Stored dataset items
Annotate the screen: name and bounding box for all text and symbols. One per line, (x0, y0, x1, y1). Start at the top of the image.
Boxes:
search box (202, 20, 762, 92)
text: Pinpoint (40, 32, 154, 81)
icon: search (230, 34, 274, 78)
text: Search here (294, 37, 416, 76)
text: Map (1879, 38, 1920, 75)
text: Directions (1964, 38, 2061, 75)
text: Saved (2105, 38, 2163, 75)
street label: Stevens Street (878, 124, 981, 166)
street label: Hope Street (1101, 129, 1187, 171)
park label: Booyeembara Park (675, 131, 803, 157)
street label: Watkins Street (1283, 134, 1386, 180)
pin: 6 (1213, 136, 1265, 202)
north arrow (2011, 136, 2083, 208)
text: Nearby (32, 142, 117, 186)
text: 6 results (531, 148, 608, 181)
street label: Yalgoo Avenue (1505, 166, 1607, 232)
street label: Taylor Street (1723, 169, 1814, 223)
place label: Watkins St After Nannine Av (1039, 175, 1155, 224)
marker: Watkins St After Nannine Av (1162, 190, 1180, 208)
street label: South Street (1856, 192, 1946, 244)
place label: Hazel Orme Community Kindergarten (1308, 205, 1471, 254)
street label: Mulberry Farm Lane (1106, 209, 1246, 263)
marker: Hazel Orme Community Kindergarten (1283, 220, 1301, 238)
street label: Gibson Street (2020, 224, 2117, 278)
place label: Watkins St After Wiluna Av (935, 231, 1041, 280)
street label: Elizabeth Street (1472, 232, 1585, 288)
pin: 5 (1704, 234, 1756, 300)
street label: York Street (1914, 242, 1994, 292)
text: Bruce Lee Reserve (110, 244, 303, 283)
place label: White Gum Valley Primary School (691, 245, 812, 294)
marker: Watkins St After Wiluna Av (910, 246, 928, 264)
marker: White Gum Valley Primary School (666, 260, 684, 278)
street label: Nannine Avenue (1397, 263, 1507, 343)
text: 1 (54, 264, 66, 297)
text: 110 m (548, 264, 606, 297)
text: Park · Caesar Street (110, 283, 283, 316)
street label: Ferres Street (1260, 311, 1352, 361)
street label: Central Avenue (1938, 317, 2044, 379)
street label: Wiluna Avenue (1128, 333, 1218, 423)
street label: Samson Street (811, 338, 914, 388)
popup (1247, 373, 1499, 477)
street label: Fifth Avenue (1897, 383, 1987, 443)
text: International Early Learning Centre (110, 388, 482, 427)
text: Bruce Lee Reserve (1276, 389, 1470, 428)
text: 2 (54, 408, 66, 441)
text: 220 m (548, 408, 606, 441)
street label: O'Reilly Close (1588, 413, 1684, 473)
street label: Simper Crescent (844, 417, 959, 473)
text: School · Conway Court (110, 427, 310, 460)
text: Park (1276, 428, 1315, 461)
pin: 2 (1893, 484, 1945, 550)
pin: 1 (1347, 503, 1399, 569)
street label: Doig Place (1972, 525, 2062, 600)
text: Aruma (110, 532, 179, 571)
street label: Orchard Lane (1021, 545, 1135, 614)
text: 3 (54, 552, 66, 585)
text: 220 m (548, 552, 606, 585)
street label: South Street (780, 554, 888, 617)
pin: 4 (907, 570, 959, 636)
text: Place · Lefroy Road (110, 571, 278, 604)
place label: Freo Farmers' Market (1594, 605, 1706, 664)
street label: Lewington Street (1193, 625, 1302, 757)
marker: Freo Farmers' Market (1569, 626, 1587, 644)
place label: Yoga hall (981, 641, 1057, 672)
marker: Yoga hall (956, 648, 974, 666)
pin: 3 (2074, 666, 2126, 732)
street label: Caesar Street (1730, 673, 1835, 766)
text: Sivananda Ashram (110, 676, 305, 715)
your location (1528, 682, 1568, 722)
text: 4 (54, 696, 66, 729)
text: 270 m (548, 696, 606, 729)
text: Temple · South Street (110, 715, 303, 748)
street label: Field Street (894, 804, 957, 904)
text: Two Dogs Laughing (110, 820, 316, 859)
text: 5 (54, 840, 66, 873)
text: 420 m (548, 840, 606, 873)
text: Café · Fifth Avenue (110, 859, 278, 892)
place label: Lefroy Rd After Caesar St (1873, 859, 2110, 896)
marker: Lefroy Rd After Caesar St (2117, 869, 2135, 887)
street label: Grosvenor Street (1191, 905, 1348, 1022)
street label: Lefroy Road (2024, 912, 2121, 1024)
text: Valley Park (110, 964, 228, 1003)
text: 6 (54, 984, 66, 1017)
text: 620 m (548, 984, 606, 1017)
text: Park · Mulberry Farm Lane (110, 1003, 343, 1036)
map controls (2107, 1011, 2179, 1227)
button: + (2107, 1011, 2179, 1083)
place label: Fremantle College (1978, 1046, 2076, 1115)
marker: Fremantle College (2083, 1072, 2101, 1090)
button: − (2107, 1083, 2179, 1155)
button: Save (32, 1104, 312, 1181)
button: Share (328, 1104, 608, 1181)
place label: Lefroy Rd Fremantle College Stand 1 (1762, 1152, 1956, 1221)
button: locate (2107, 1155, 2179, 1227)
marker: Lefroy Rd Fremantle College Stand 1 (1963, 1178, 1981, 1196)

*WHAT TO PRODUCE:* Output the entries exactly.

*RESPONSE:*
Annotate the screen: name and bounding box for all text and symbols. One per line, (x0, y0, x1, y1). Start at the top of the image.
Boxes:
search box (202, 20, 762, 92)
text: Pinpoint (40, 32, 154, 81)
icon: search (230, 34, 274, 78)
text: Search here (294, 37, 416, 76)
text: Map (1879, 38, 1920, 75)
text: Directions (1964, 38, 2061, 75)
text: Saved (2105, 38, 2163, 75)
street label: Stevens Street (878, 124, 981, 166)
street label: Hope Street (1101, 129, 1187, 171)
park label: Booyeembara Park (675, 131, 803, 157)
street label: Watkins Street (1283, 134, 1386, 180)
pin: 6 (1213, 136, 1265, 202)
north arrow (2011, 136, 2083, 208)
text: Nearby (32, 142, 117, 186)
text: 6 results (531, 148, 608, 181)
street label: Yalgoo Avenue (1505, 166, 1607, 232)
street label: Taylor Street (1723, 169, 1814, 223)
place label: Watkins St After Nannine Av (1039, 175, 1155, 224)
marker: Watkins St After Nannine Av (1162, 190, 1180, 208)
street label: South Street (1856, 192, 1946, 244)
place label: Hazel Orme Community Kindergarten (1308, 205, 1471, 254)
street label: Mulberry Farm Lane (1106, 209, 1246, 263)
marker: Hazel Orme Community Kindergarten (1283, 220, 1301, 238)
street label: Gibson Street (2020, 224, 2117, 278)
place label: Watkins St After Wiluna Av (935, 231, 1041, 280)
street label: Elizabeth Street (1472, 232, 1585, 288)
pin: 5 (1704, 234, 1756, 300)
street label: York Street (1914, 242, 1994, 292)
text: Bruce Lee Reserve (110, 244, 303, 283)
place label: White Gum Valley Primary School (691, 245, 812, 294)
marker: Watkins St After Wiluna Av (910, 246, 928, 264)
marker: White Gum Valley Primary School (666, 260, 684, 278)
street label: Nannine Avenue (1397, 263, 1507, 343)
text: 1 (54, 264, 66, 297)
text: 110 m (548, 264, 606, 297)
text: Park · Caesar Street (110, 283, 283, 316)
street label: Ferres Street (1260, 311, 1352, 361)
street label: Central Avenue (1938, 317, 2044, 379)
street label: Wiluna Avenue (1128, 333, 1218, 423)
street label: Samson Street (811, 338, 914, 388)
popup (1247, 373, 1499, 477)
street label: Fifth Avenue (1897, 383, 1987, 443)
text: International Early Learning Centre (110, 388, 482, 427)
text: Bruce Lee Reserve (1276, 389, 1470, 428)
text: 2 (54, 408, 66, 441)
text: 220 m (548, 408, 606, 441)
street label: O'Reilly Close (1588, 413, 1684, 473)
street label: Simper Crescent (844, 417, 959, 473)
text: School · Conway Court (110, 427, 310, 460)
text: Park (1276, 428, 1315, 461)
pin: 2 (1893, 484, 1945, 550)
pin: 1 (1347, 503, 1399, 569)
street label: Doig Place (1972, 525, 2062, 600)
text: Aruma (110, 532, 179, 571)
street label: Orchard Lane (1021, 545, 1135, 614)
text: 3 (54, 552, 66, 585)
text: 220 m (548, 552, 606, 585)
street label: South Street (780, 554, 888, 617)
pin: 4 (907, 570, 959, 636)
text: Place · Lefroy Road (110, 571, 278, 604)
place label: Freo Farmers' Market (1594, 605, 1706, 664)
street label: Lewington Street (1193, 625, 1302, 757)
marker: Freo Farmers' Market (1569, 626, 1587, 644)
place label: Yoga hall (981, 641, 1057, 672)
marker: Yoga hall (956, 648, 974, 666)
pin: 3 (2074, 666, 2126, 732)
street label: Caesar Street (1730, 673, 1835, 766)
text: Sivananda Ashram (110, 676, 305, 715)
your location (1528, 682, 1568, 722)
text: 4 (54, 696, 66, 729)
text: 270 m (548, 696, 606, 729)
text: Temple · South Street (110, 715, 303, 748)
street label: Field Street (894, 804, 957, 904)
text: Two Dogs Laughing (110, 820, 316, 859)
text: 5 (54, 840, 66, 873)
text: 420 m (548, 840, 606, 873)
text: Café · Fifth Avenue (110, 859, 278, 892)
place label: Lefroy Rd After Caesar St (1873, 859, 2110, 896)
marker: Lefroy Rd After Caesar St (2117, 869, 2135, 887)
street label: Grosvenor Street (1191, 905, 1348, 1022)
street label: Lefroy Road (2024, 912, 2121, 1024)
text: Valley Park (110, 964, 228, 1003)
text: 6 (54, 984, 66, 1017)
text: 620 m (548, 984, 606, 1017)
text: Park · Mulberry Farm Lane (110, 1003, 343, 1036)
map controls (2107, 1011, 2179, 1227)
button: + (2107, 1011, 2179, 1083)
place label: Fremantle College (1978, 1046, 2076, 1115)
marker: Fremantle College (2083, 1072, 2101, 1090)
button: − (2107, 1083, 2179, 1155)
button: Save (32, 1104, 312, 1181)
button: Share (328, 1104, 608, 1181)
place label: Lefroy Rd Fremantle College Stand 1 (1762, 1152, 1956, 1221)
button: locate (2107, 1155, 2179, 1227)
marker: Lefroy Rd Fremantle College Stand 1 (1963, 1178, 1981, 1196)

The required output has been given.